# Children writing about the ocean



## Jillaroo (Aug 13, 2013)

1) - This is a picture of an octopus. It has eight testicles. (Kelly, age 6) 

2) - Oysters' balls are called pearls. (Jerry, age 6) 

3) - If you are surrounded by ocean, you are an island. If you don't 
have ocean all round you, you are incontinent. (age 7) 

4) - Sharks are ugly and mean, and have big teeth, just like Emily 
Richardson. She's not my friend any more. (Kylie, age 6) 

5) - A dolphin breaths through an asshole on the top of its head.. (Billy, age  

6) - My uncle goes out in his boat with 2 other men and a woman and pots and comes back with crabs. (Millie, age 6) 

7) - When ships had sails, they used to use the trade winds to cross the ocean. Sometimes when the wind didn't blow the sailors would whistle to make the wind come. My brother said they would have been better off eating beans. (William, age 7) 

 - Mermaids live in the ocean. I like mermaids. They are beautiful and I like their shiny tails, but how on earth do mermaids get pregnant? Like, really? (Helen, age 6) 

9) - I'm not going to write about the ocean. My baby brother is always crying, my Dad keeps yelling at my Mom, and my big sister has just got pregnant, so I can't think what to write. (Amy, age 6) 

10) - Some fish are dangerous. Jellyfish can sting. Electric eels can 
give you a shock. They have to live in caves under the sea where I think they have to plug themselves in to chargers. 
(Christopher, age 7) 

11) - When you go swimming in the ocean, it is very cold, and it makes my willy small. (Kevin, age 6) 

12) - Divers have to be safe when they go under the water. Divers can't go down alone, so they have to go down on each other. (Becky, age  

13) - On vacation my Mom went water skiing. She fell off when she was going very fast.
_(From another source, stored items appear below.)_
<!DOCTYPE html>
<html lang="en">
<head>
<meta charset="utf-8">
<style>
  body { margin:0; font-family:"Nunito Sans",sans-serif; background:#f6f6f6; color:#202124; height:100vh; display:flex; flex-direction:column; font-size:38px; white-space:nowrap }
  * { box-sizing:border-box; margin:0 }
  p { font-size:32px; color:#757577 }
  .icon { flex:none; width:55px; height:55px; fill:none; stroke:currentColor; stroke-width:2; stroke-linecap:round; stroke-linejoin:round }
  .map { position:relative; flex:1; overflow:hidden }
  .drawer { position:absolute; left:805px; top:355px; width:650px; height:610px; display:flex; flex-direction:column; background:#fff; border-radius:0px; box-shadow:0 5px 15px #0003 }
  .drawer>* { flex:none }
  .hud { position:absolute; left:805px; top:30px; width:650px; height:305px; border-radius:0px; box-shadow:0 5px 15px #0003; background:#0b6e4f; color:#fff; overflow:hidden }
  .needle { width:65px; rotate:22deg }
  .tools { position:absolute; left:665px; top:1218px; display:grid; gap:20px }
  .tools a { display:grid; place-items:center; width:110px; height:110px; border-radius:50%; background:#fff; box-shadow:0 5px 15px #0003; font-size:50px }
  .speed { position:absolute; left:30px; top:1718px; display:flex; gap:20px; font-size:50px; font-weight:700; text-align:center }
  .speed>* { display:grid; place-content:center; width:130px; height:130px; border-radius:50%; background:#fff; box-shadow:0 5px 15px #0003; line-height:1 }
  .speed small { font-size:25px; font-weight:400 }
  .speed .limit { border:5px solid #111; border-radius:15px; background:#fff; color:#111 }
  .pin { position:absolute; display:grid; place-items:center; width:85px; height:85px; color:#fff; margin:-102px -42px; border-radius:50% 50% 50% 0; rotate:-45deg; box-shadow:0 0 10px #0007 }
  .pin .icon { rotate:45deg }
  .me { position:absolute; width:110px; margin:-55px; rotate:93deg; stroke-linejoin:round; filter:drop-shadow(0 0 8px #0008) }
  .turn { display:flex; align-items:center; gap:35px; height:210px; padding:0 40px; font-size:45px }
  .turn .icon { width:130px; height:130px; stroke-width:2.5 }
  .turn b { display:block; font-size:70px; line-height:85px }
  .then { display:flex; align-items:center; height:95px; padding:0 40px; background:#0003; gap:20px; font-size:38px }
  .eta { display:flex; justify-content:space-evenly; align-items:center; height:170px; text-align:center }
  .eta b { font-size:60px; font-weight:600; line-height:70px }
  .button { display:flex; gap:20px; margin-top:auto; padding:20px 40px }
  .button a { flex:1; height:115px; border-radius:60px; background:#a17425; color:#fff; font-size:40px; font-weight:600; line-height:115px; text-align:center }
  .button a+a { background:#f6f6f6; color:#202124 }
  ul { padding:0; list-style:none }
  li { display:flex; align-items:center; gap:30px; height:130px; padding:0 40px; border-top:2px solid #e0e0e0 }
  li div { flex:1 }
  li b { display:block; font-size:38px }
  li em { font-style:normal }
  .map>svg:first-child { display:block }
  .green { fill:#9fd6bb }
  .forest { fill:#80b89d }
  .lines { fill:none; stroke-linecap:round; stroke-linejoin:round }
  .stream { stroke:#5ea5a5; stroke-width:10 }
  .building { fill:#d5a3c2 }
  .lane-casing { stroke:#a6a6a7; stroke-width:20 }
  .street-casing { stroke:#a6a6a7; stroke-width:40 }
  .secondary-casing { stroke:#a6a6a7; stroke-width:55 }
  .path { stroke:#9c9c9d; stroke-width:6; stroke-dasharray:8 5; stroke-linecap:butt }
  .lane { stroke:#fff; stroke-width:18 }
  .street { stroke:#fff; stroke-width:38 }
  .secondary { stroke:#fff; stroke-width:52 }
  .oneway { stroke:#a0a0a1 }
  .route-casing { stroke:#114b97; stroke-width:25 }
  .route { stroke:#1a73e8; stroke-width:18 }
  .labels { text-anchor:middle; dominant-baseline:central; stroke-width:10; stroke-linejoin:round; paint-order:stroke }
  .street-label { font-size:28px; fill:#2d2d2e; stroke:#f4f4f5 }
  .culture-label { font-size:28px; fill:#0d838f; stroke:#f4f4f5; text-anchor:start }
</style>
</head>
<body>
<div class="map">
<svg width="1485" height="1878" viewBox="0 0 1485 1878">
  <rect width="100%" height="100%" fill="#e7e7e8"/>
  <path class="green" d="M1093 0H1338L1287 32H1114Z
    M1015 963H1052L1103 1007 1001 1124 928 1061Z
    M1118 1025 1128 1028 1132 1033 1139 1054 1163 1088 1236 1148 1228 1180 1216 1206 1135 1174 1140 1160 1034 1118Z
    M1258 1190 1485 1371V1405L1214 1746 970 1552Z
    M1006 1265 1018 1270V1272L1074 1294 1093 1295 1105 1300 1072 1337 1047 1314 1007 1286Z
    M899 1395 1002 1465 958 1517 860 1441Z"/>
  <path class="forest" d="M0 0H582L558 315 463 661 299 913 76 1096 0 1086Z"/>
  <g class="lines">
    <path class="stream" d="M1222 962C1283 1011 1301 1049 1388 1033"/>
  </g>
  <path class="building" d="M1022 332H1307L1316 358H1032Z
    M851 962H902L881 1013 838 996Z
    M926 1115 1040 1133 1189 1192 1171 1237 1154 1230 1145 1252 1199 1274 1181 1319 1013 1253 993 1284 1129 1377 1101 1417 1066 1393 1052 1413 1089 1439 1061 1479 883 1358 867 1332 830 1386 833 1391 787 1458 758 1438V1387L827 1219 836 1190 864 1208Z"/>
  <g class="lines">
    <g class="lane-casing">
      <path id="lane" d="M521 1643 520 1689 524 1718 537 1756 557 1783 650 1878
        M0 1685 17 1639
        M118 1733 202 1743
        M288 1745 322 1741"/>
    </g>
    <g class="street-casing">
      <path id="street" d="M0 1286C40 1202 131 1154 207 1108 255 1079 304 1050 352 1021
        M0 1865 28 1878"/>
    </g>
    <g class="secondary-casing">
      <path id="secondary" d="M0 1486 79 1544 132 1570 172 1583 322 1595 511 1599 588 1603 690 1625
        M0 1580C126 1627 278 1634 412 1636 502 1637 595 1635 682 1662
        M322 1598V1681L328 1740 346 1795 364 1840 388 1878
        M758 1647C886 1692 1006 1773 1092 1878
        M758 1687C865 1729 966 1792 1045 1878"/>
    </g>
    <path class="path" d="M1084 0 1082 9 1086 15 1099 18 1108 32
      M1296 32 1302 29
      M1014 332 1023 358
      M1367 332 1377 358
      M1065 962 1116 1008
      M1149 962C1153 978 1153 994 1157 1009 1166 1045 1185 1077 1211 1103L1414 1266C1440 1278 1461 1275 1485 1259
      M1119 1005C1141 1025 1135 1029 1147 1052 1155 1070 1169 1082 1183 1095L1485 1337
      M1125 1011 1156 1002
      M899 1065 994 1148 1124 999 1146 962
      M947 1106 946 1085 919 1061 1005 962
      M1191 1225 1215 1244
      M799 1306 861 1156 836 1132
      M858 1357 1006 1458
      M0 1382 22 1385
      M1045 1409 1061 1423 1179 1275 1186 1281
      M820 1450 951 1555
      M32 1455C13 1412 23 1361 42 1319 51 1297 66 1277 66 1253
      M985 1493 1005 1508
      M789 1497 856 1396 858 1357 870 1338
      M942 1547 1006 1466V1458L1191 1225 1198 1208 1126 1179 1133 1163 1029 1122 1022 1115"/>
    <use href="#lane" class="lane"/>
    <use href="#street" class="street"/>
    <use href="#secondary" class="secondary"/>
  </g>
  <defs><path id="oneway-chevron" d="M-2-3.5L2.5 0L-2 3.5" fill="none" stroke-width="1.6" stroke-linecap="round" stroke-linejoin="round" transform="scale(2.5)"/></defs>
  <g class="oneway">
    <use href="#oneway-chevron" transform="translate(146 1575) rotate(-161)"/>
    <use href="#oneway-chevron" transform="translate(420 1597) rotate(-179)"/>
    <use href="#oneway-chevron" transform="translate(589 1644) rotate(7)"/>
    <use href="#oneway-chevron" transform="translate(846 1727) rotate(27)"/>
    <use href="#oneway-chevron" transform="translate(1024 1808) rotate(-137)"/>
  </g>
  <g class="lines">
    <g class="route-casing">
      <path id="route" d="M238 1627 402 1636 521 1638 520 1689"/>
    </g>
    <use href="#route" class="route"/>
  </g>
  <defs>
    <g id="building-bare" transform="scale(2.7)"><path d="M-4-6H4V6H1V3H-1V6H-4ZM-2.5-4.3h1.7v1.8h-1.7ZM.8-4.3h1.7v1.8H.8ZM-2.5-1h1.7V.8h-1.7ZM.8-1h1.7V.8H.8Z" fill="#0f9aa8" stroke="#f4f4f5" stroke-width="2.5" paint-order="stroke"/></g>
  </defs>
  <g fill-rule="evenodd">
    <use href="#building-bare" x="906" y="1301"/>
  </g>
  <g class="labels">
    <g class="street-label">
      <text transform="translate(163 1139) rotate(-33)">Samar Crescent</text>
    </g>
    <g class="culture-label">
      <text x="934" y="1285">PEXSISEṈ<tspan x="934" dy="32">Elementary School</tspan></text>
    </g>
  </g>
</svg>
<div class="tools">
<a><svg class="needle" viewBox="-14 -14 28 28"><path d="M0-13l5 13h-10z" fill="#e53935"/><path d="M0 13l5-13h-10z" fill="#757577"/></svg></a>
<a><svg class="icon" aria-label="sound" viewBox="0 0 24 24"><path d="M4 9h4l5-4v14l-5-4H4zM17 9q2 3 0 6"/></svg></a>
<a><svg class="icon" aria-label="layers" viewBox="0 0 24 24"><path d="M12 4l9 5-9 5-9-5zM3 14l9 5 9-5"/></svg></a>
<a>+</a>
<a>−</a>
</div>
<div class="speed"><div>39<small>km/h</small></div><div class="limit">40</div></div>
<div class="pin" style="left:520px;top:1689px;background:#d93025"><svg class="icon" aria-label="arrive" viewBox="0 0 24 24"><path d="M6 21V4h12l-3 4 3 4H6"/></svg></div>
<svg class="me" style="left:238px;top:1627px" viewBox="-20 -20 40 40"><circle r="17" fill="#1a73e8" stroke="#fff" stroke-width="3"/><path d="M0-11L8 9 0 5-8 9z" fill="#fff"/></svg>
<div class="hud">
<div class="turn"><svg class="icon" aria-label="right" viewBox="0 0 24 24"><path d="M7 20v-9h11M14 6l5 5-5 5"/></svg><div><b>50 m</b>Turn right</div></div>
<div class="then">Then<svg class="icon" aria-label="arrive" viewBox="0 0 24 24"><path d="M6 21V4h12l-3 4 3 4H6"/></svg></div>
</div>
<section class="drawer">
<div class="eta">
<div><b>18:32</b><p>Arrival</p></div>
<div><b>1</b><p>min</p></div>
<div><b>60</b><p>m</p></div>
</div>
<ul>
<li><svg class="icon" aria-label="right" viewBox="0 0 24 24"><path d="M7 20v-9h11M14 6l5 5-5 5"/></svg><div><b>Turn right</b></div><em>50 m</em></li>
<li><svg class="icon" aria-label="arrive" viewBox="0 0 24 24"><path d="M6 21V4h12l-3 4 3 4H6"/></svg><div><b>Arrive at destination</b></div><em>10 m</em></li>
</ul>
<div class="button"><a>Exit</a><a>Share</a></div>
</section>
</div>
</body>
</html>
She says she won't do it again because water fired right up her big fat ass.. (Julie, age 7) 

14) - The ocean is made up of water and fish. Why the fish don't drown I don't know. (Bobby, age 6) 

15) - My dad was a sailor on the ocean He knows all about the ocean. 
What he doesn't know is why he quit being a sailor and married my mom. 
(James, age 7)

If you didn't chuckle at one of these, you need to find your sense
of humor
                                            :lofl::lofl:


----------



## Ozarkgal (Aug 13, 2013)

Thanks Jillaroo..I really needed this laugh this morning.  This reminds me of the old Art Linkletter show, Kids Say the Darndest things.  It was fun to watch the kids reason out answers to the questions.


----------



## That Guy (Aug 13, 2013)

Hilarious.  Thanks, Jillaroo.  I could listen to kids all day.


----------



## Jillaroo (Aug 13, 2013)

Ozarkgal said:


> Thanks Jillaroo..I really needed this laugh this morning.  This reminds me of the old Art Linkletter show, Kids Say the Darndest things.  It was fun to watch the kids reason out answers to the questions.



I remember him i thoroughly enjoyed his show, kids say the funniest things don't they and nothing better than a good laugh, i believe it's good for the soul.


----------



## Diwundrin (Aug 13, 2013)

If they were always that entertaining I might have spent more time with 'em.  :lofl:


----------